The Company’s investments consist of marketable equity securities, primarily common stocks, government debt securities, money market funds, and unregistered equity securities. The estimated fair value of marketable equity securities is based on quoted market prices and therefore subject to the inherent risk of market fluctuations.

Management determines the appropriate classification of securities at the date individual investments are acquired, and evaluates the appropriateness of such classification at each balance sheet date.

Since the Company does not buy and sell investments with the objective of generating profits on short-term fluctuations in market price, the investments in marketable equity securities have been classified as available-for-sale. Available-for-sale securities are stated at fair value, and unrealized holding gains and losses, net of the related deferred tax effect, are reported as separate component of stockholders’ equity. Dividends on marketable equity securities are recognized in income when declared. Investments in unregistered securities are reported at original cost.

Realized gains and losses, including losses from declines in value of specific securities determined by management to be other-than-temporary, are included in income. Realized gains and losses are determined on the basis of the specific securities sold.

Inventories

Inventories include material, labor and overhead and are valued at the lower of cost (first-in, first-out) or market.
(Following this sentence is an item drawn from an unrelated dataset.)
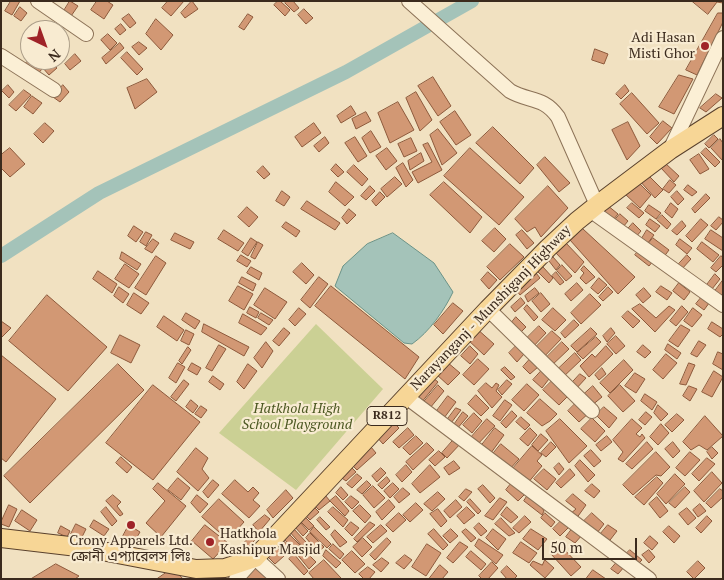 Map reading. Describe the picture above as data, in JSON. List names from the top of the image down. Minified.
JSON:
{"streets":{"main road":["Narayanganj - Munshiganj Highway","R812"]},"parks":["Hatkhola High School Playground"],"places":["Adi Hasan Misti Ghor","Crony Apparels Ltd. ক্রোনী এপ্যারেলস লিঃ","Hatkhola Kashipur Masjid"],"scale_bar":"50 m","north":"bottom right"} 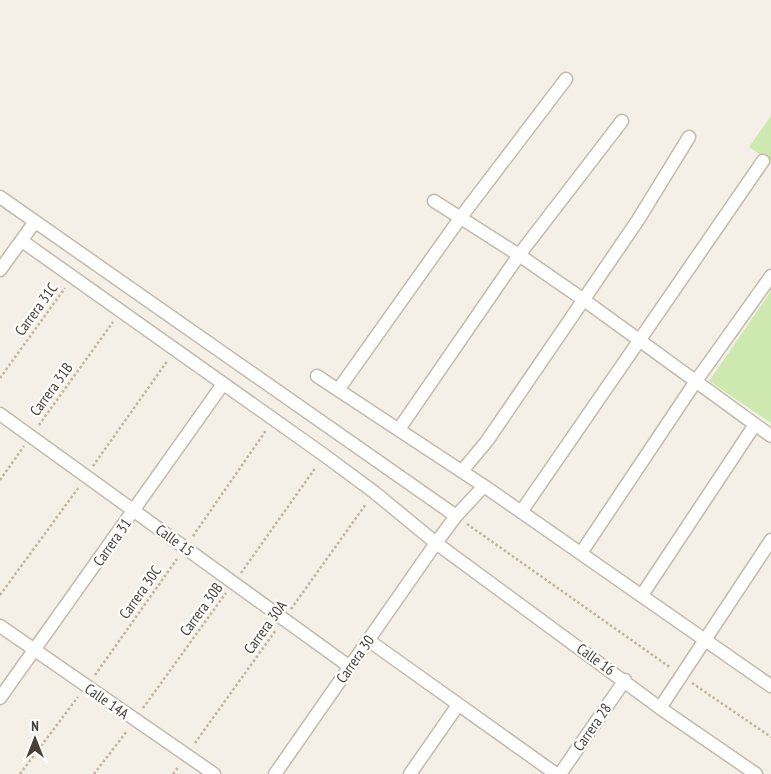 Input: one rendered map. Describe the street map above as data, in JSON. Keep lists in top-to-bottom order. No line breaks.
{"streets":{"street":["Calle 15","Carrera 31","Carrera 30","Calle 16","Calle 14A","Carrera 28"],"path":["Carrera 31C","Carrera 31B","Carrera 30C","Carrera 30B","Carrera 30A"]},"crossings":[["Carrera 31C","Calle 16"],["Carrera 31B","Calle 15"],["Carrera 31B","Calle 16"],["Calle 15","Carrera 31"],["Calle 15","Carrera 30C"],["Calle 15","Carrera 30B"],["Calle 15","Carrera 30A"],["Calle 15","Carrera 30"],["Carrera 31","Calle 16"],["Carrera 31","Calle 14A"],["Carrera 30C","Calle 16"],["Carrera 30C","Calle 14A"],["Carrera 30B","Calle 16"],["Carrera 30B","Calle 14A"],["Carrera 30A","Calle 16"],["Carrera 30A","Calle 14A"],["Carrera 30","Calle 16"],["Calle 16","Carrera 28"]],"north":"top"} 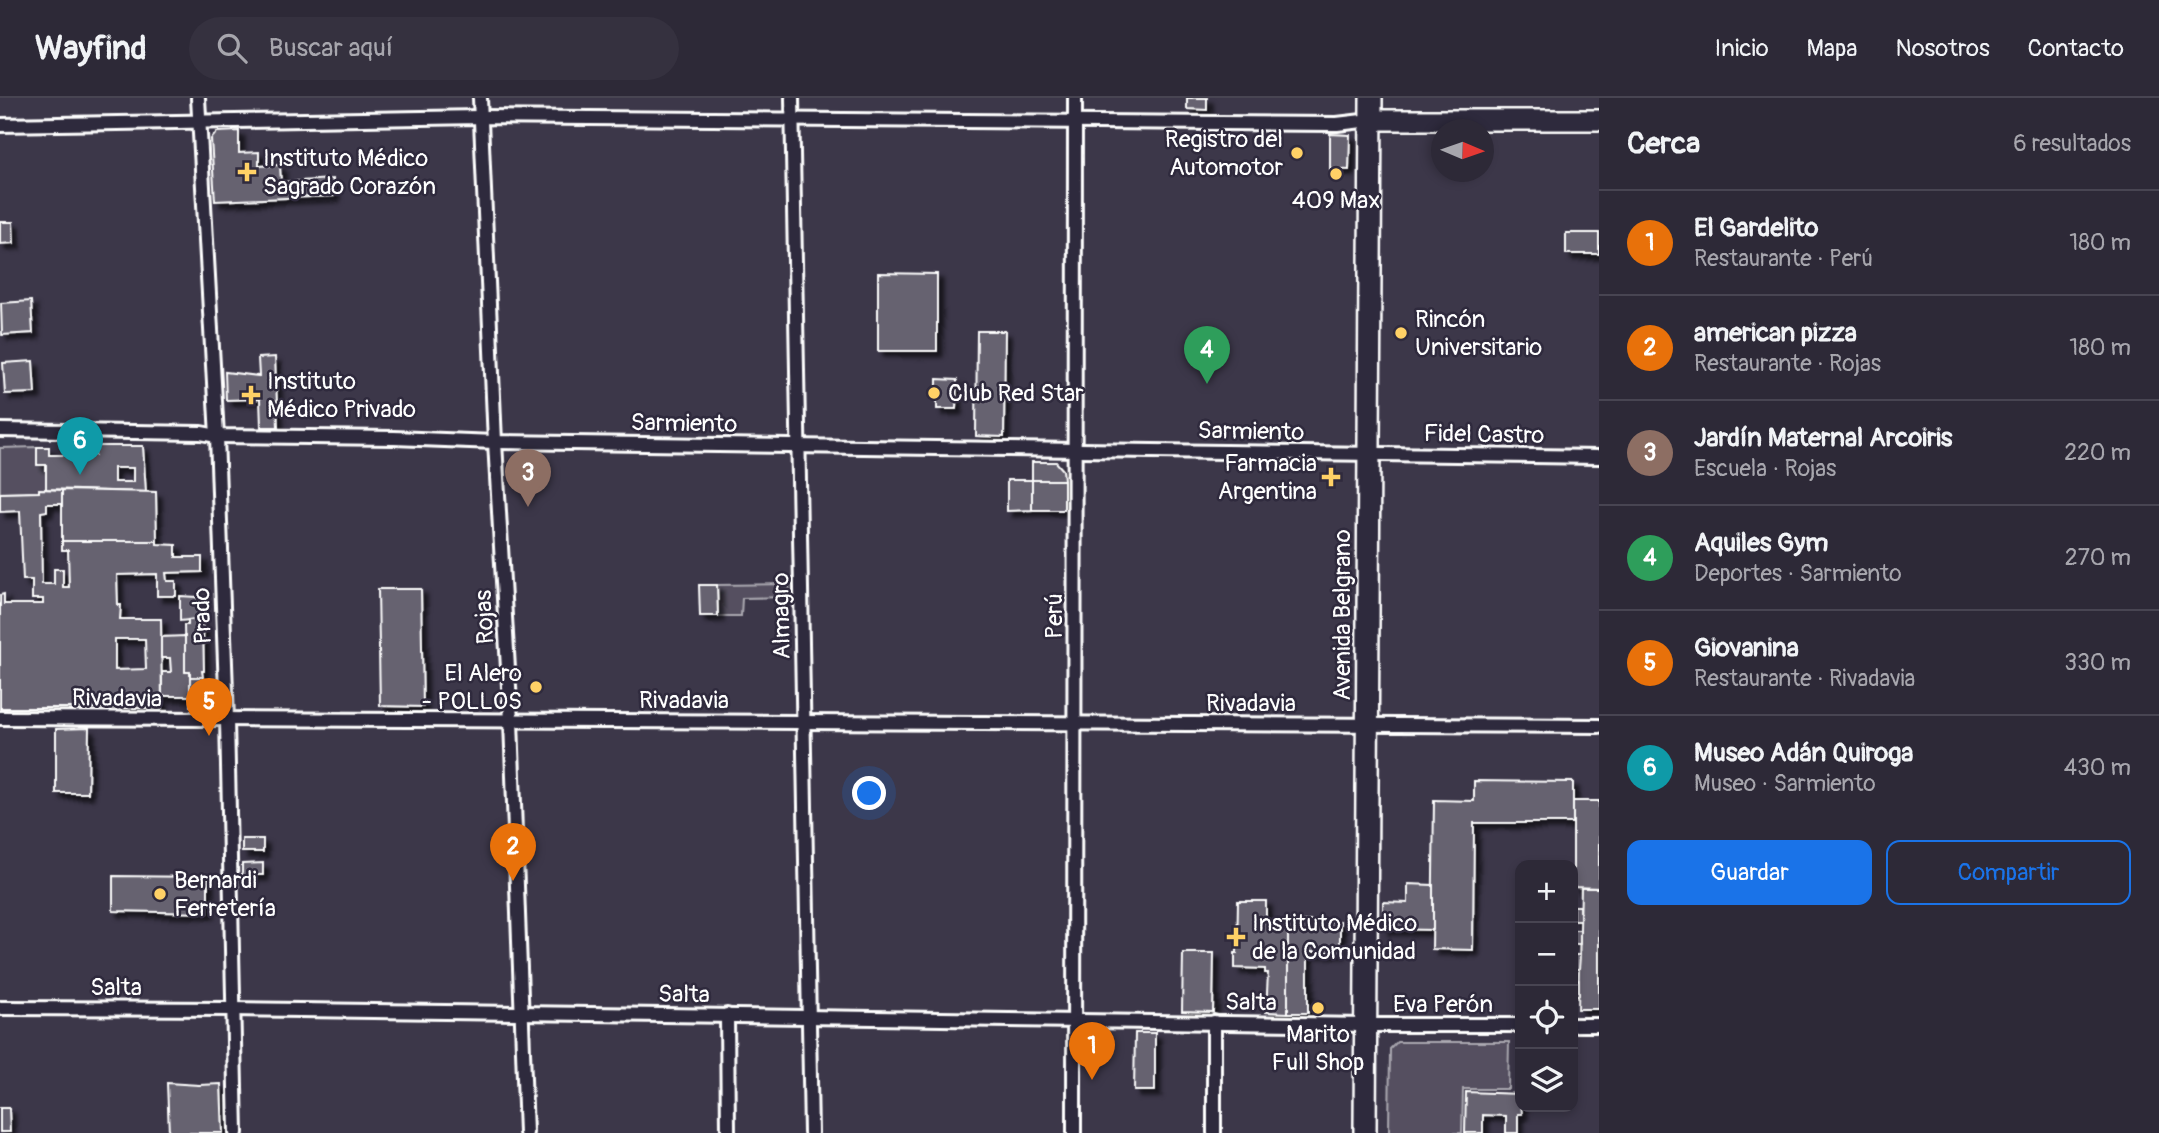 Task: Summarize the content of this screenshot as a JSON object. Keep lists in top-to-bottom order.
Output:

Fair value of financial instruments

The Company’s financial instruments consist of cash and cash equivalents, investments, short-term trade receivables and payables for which current carrying amounts approximate fair market value.

Property and equipment

Property and equipment are recorded at cost. Expenditures for renewals and betterments are capitalized and repairs and maintenance costs are charged to expense as incurred. When items are disposed of, the cost and accumulated depreciation are eliminated from the accounts, and any gain or loss is reflected in the results of operations.
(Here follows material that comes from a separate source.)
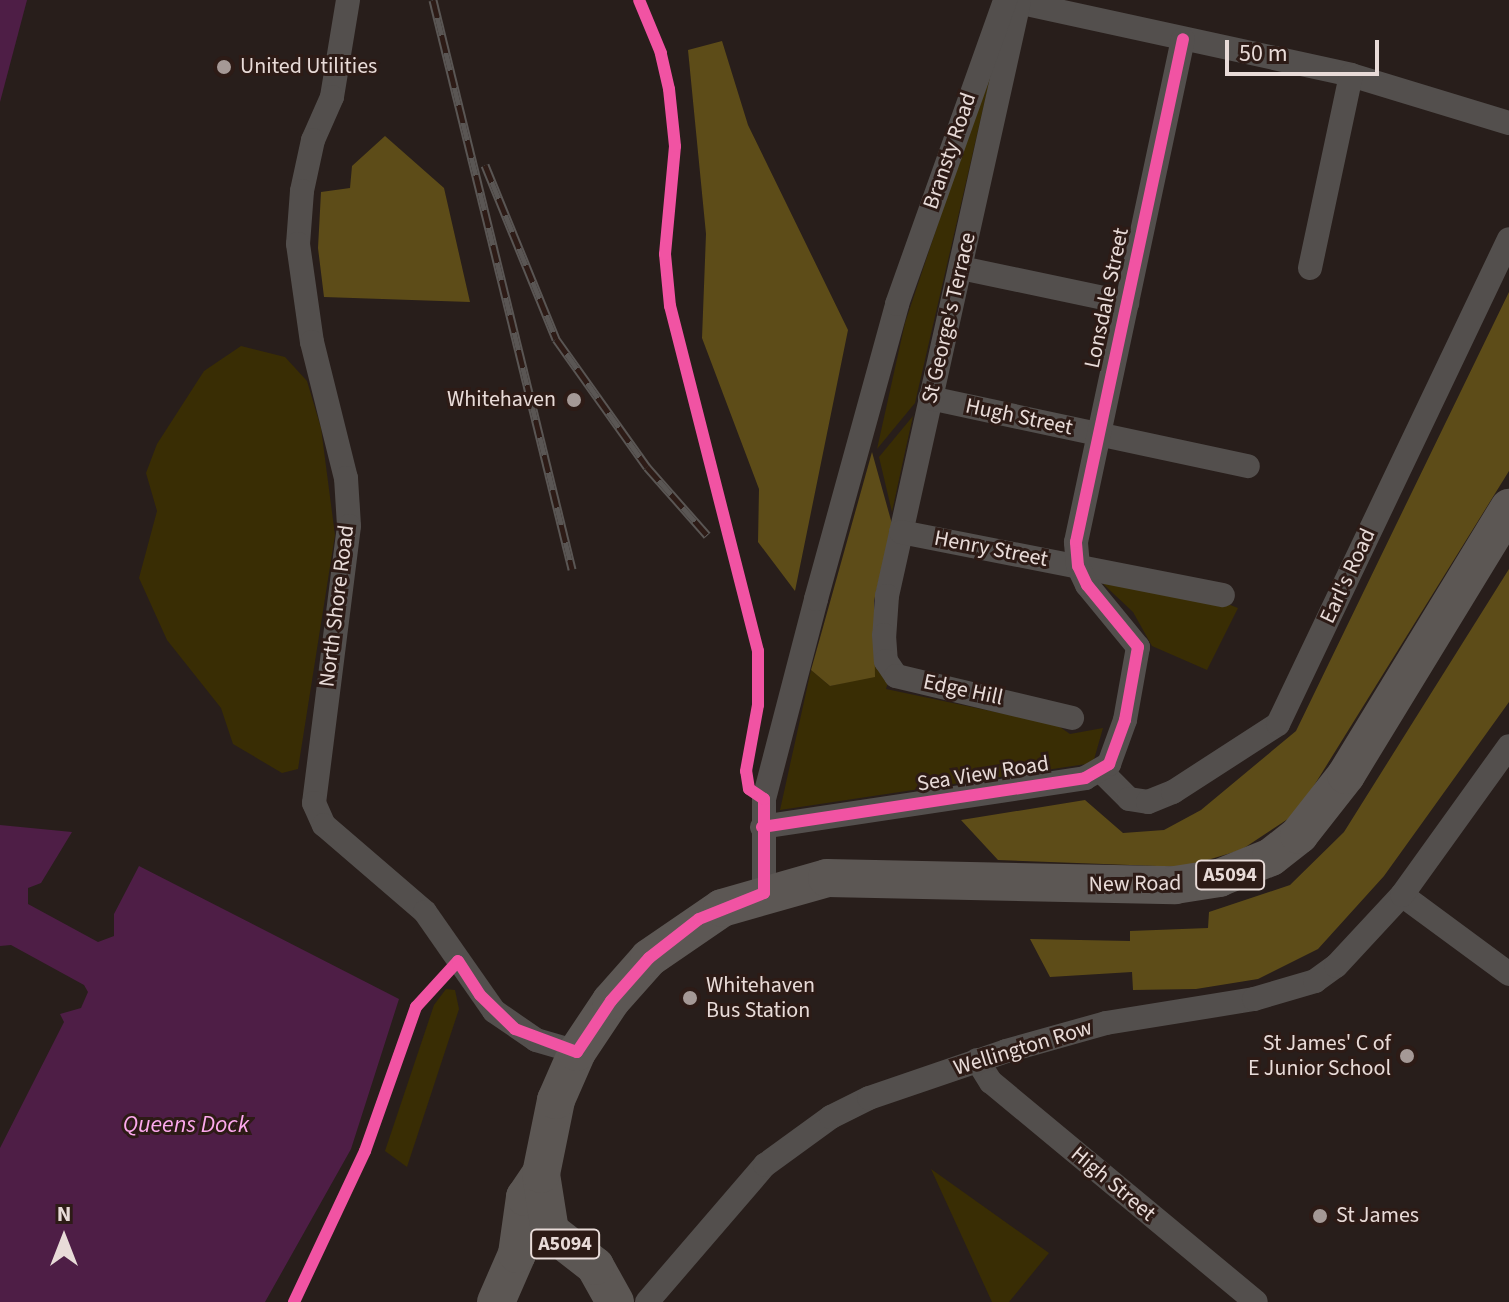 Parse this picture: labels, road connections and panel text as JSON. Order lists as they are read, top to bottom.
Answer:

Impairment of long-lived assets

The Company reviews its long-lived assets for impairment whenever events or changes in circumstances indicate that the carrying amount of an asset may not be recoverable. Recoverability of assets to be held and used is measured by a comparison of the carrying amount of an asset to undiscounted future net cash flows expected to be generated by the assets. If these assets are considered to be impaired, the impairment to be recognized is measured by the amount by which the carrying amount of the assets exceeds the fair value of the assets.

Software costs

The Company capitalizes software production costs after technological feasibility has been established and prior to general release to clients. Annual amortization of capitalized software will be based on the greater amount computed using the straight-line method over the estimated 36-month economic product life or using the ratio that current gross revenue for the software product bears to the total of current and anticipated future gross revenues for that product. The capitalized software production costs of the Company’s existing technology were fully amortized prior to 2002. Software maintenance and modification costs are expensed as incurred.

Revenue recognition of production monitoring equipment

In recognizing revenue, the Company applies the provisions of the Securities and Exchange Commission Staff Accounting Bulletin (SAB) No. 101 (as amended by SAB No. 104), Revenue Recognition. The Company recognizes revenue from the sale of its products when persuasive evidence of an arrangement exists, the product has been delivered, the fee is fixed and determinable and collection of the resulting receivable is reasonably assured.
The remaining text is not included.